We do not transfer your data outside the European Union.
VIII. Links to other websites
Our website contains links to other websites. The content of this information documentation only applies to our own website. It is up to you to consult the information about data protection on these websites.
We shall, by all necessary technical and organisational means, guarantee a suitable security standard for the processing of your personal data. This standard, is determined on basis of risks occurred through the processing and the nature of the data to be protected.
We have put in place appropriate security measures, thus protecting your personal data from loss, theft, the misuse or alteration of the information received and the unauthorized disclosure or use of your personal data.
In the rare and unfortunate event where your personal data should be compromised due to a security breach, we commit ourselves to promptly act to identify the cause of the breach and take appropriate action.

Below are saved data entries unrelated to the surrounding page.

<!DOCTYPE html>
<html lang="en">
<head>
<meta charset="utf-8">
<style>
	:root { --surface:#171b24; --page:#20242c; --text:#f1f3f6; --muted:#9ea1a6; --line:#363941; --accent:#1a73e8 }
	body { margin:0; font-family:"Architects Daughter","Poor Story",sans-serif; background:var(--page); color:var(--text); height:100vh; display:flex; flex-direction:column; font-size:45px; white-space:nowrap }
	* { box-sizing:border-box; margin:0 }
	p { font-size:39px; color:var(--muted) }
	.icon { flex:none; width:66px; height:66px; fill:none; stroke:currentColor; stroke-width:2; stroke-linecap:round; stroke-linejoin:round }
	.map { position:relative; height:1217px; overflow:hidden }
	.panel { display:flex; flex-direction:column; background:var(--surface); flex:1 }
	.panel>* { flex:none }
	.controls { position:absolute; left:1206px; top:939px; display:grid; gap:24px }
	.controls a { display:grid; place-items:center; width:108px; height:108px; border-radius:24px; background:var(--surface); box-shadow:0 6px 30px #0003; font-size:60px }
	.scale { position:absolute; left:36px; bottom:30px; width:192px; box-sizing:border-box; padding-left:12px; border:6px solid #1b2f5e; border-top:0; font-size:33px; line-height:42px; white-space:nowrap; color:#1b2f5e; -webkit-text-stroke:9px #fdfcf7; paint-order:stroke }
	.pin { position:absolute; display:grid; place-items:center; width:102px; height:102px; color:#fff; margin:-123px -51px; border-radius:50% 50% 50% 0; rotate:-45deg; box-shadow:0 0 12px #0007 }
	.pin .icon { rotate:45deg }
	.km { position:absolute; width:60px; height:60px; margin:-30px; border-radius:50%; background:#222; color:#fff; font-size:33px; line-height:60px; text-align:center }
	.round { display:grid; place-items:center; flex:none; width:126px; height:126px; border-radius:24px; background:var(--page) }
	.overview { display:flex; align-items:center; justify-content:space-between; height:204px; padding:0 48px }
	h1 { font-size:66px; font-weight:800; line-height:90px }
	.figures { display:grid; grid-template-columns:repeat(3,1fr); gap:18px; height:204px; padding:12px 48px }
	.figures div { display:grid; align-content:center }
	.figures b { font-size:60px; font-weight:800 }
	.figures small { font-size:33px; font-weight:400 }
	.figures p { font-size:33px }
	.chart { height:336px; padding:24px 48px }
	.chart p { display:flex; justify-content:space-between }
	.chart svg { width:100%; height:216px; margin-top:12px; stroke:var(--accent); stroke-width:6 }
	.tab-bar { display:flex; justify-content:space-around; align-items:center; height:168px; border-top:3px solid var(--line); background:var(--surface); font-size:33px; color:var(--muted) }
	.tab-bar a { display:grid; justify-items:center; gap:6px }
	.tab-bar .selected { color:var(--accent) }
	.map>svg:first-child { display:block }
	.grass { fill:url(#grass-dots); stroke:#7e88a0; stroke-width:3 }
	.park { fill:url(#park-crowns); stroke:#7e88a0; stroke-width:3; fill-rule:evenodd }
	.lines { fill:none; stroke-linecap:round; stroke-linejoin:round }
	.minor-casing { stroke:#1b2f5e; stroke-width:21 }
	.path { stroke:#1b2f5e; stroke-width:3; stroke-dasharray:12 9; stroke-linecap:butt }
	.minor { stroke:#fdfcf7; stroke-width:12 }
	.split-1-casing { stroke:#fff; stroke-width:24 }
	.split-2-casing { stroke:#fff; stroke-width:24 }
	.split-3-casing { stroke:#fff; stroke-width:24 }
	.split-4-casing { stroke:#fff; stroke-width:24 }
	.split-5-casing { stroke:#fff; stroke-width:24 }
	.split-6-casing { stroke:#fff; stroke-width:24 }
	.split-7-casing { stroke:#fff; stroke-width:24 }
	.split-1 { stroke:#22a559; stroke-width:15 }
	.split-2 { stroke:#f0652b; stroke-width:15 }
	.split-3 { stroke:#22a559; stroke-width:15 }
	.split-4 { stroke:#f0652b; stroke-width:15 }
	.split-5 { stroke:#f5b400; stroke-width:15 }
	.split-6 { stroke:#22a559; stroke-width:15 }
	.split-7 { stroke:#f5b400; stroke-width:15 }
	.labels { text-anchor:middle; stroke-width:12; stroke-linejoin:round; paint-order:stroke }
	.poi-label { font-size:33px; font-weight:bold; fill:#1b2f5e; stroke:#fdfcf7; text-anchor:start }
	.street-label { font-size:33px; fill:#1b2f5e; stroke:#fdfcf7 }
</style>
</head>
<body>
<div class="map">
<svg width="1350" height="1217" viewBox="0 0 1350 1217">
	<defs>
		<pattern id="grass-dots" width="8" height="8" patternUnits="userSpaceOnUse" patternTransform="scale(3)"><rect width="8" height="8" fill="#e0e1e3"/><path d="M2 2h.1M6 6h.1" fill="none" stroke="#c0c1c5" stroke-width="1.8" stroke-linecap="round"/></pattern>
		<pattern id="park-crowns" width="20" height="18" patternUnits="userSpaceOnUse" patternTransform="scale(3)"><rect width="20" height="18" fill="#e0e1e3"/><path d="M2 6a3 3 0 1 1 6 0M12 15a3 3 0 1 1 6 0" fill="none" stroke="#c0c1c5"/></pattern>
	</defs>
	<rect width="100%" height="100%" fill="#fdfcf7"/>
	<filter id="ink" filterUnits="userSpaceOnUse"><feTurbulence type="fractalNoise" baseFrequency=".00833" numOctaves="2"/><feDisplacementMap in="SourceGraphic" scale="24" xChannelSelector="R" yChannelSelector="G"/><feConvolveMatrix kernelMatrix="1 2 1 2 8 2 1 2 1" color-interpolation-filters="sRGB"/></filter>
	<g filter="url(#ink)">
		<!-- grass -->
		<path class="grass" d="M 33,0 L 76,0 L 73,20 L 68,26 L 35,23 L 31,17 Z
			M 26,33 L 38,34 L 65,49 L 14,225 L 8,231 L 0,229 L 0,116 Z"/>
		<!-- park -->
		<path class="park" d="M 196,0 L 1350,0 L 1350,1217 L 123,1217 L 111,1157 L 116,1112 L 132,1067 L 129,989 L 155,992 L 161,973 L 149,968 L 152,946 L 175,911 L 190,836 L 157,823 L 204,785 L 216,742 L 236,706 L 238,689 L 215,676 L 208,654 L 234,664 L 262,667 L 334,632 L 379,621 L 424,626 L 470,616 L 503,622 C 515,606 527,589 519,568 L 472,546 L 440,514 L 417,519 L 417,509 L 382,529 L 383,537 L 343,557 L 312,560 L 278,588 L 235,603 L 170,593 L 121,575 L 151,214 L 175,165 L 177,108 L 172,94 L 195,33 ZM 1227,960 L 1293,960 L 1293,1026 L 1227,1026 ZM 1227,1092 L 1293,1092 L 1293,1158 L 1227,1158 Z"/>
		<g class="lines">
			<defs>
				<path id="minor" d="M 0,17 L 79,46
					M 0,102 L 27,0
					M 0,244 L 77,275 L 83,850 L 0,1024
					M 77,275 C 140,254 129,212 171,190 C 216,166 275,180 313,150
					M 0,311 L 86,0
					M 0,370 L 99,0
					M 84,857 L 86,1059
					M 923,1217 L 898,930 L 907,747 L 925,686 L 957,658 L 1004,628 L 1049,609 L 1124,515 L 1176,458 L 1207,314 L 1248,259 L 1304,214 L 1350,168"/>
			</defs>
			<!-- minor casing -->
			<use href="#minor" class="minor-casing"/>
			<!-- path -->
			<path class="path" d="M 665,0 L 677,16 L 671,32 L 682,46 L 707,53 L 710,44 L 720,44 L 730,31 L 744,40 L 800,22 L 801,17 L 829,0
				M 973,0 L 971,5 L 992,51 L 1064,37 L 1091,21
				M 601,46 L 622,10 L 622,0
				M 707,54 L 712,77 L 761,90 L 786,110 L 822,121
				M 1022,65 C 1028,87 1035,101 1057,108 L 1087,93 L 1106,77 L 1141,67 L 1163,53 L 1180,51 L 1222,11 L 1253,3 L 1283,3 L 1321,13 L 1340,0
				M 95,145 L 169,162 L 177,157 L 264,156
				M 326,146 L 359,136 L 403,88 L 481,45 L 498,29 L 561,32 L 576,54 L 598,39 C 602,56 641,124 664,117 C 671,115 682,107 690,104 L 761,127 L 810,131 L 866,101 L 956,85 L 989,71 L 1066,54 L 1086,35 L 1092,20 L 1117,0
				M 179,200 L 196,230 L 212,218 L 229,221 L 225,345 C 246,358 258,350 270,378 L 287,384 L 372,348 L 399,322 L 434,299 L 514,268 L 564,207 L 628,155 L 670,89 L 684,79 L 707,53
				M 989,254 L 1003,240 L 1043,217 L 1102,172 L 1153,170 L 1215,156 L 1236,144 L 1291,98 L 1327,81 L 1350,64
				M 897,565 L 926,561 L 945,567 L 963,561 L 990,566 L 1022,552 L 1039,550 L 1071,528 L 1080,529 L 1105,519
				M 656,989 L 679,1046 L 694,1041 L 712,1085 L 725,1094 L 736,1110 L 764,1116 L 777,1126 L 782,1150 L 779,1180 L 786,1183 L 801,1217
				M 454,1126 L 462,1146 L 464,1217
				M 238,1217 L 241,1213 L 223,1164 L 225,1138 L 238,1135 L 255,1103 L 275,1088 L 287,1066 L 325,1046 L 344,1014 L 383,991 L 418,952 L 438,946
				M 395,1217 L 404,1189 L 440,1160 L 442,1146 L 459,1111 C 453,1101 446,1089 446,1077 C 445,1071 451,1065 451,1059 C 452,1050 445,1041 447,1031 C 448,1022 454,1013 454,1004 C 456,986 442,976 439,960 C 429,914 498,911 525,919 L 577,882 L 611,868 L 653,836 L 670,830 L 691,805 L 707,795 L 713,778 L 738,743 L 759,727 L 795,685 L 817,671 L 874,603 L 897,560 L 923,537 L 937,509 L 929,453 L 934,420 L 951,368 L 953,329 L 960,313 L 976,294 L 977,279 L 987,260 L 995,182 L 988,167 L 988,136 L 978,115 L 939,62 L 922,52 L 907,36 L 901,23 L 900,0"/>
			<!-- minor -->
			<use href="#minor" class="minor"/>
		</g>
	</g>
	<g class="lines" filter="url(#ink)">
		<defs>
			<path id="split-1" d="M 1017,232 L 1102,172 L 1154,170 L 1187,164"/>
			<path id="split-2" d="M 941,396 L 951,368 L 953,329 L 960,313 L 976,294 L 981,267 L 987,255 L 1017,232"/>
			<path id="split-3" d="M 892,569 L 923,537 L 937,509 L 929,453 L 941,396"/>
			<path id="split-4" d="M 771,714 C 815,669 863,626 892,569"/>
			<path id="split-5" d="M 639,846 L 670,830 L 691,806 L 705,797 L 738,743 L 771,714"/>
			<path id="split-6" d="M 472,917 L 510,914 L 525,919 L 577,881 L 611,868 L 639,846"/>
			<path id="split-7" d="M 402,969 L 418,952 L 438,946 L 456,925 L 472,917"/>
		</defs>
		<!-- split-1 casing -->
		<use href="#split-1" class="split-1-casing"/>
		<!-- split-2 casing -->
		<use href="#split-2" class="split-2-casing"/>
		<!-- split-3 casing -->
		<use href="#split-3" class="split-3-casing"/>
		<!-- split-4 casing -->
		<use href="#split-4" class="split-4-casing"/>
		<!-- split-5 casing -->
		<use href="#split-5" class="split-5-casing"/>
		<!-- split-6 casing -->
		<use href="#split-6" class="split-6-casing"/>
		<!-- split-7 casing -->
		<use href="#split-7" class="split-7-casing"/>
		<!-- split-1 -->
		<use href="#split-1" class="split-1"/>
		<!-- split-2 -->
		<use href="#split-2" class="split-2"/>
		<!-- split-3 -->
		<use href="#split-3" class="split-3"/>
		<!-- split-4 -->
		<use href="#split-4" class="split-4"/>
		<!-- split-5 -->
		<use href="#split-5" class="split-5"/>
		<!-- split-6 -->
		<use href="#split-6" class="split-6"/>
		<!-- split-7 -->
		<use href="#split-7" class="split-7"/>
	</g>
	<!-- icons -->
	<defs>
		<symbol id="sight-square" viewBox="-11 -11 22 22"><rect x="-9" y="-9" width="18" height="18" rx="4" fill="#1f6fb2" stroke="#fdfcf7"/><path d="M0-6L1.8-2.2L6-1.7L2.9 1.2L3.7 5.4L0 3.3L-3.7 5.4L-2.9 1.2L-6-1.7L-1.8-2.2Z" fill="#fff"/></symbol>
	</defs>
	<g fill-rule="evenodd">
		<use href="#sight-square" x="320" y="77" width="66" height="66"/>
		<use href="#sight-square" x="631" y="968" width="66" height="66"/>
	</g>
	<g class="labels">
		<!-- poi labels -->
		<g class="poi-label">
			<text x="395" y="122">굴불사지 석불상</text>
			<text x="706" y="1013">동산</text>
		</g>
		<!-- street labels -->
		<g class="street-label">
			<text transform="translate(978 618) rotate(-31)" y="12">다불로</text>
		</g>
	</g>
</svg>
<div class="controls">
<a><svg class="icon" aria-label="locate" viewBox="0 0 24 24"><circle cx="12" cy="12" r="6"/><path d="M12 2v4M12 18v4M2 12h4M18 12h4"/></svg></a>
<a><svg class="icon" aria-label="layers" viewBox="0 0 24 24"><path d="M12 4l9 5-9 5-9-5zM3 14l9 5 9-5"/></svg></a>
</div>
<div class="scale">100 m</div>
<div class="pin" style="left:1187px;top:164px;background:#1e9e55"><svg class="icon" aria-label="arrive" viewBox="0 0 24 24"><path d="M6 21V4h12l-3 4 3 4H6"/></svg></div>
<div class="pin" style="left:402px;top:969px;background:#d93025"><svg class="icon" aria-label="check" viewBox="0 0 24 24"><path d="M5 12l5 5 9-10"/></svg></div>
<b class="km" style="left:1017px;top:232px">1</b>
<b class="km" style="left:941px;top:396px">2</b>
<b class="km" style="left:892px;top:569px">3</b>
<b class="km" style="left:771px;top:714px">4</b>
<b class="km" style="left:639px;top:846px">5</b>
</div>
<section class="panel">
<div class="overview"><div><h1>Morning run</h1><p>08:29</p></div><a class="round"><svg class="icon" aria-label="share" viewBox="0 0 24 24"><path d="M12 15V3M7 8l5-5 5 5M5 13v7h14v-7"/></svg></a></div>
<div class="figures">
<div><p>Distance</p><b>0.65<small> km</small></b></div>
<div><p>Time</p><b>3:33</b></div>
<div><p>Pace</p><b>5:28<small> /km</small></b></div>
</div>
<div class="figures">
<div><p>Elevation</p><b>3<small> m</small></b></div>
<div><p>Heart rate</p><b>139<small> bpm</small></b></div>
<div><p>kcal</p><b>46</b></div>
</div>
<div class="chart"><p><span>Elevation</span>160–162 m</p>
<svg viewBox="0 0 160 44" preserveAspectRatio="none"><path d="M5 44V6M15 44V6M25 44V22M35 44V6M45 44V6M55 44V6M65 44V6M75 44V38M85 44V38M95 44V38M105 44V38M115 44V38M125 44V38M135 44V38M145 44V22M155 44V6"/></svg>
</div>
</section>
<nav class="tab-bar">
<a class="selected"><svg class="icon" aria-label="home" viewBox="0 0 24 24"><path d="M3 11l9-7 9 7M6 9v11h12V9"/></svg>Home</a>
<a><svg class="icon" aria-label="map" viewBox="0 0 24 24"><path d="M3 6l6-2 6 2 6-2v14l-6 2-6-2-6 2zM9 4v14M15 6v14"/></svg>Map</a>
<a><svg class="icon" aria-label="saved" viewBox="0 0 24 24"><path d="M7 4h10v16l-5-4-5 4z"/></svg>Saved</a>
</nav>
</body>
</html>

If necessary, in accordance with the applicable law, we will inform you of this incident.
X. Claims and complaints
If you question any information described in this Policy, we recommend that you contact us directly to see how we can help you.
You can also file a complaint with the Data Protection Authority at the following address:
Belgian Data Protection Authority
Rue de la Presse 35
02 274 48 00
02 274 48 35
If you are not a Belgian resident, it is possible to lodge a complaint with your Data Protection Authority, you can find their contact information here. For further information on possible complaints and means of redress, we invite you to consult the website of the Data Protection Authority: https://www.autoriteprotectiondonnees.be.
In addition, you can always file a complaint with the Court of First Instance of Brussels.
XI. How can you contact us ?
For any further questions and/or complaints concerning the present policy, do not hesitate to contact us.
We reserve all rights to amend at any time the provisions held in the present Policy. We shall publish the amendments directly on our website.
XIII. Relevant legislation and competent jurisdiction
This Policy is governed by Belgian law.
Any dispute relating to the interpretation or the execution of this Policy shall be governed by Belgian law and shall fall within the exclusive jurisdiction of the French-speaking courts of the judicial district of Brussels.
This version of the Policy is effective and has been updated as of 1 January 2020.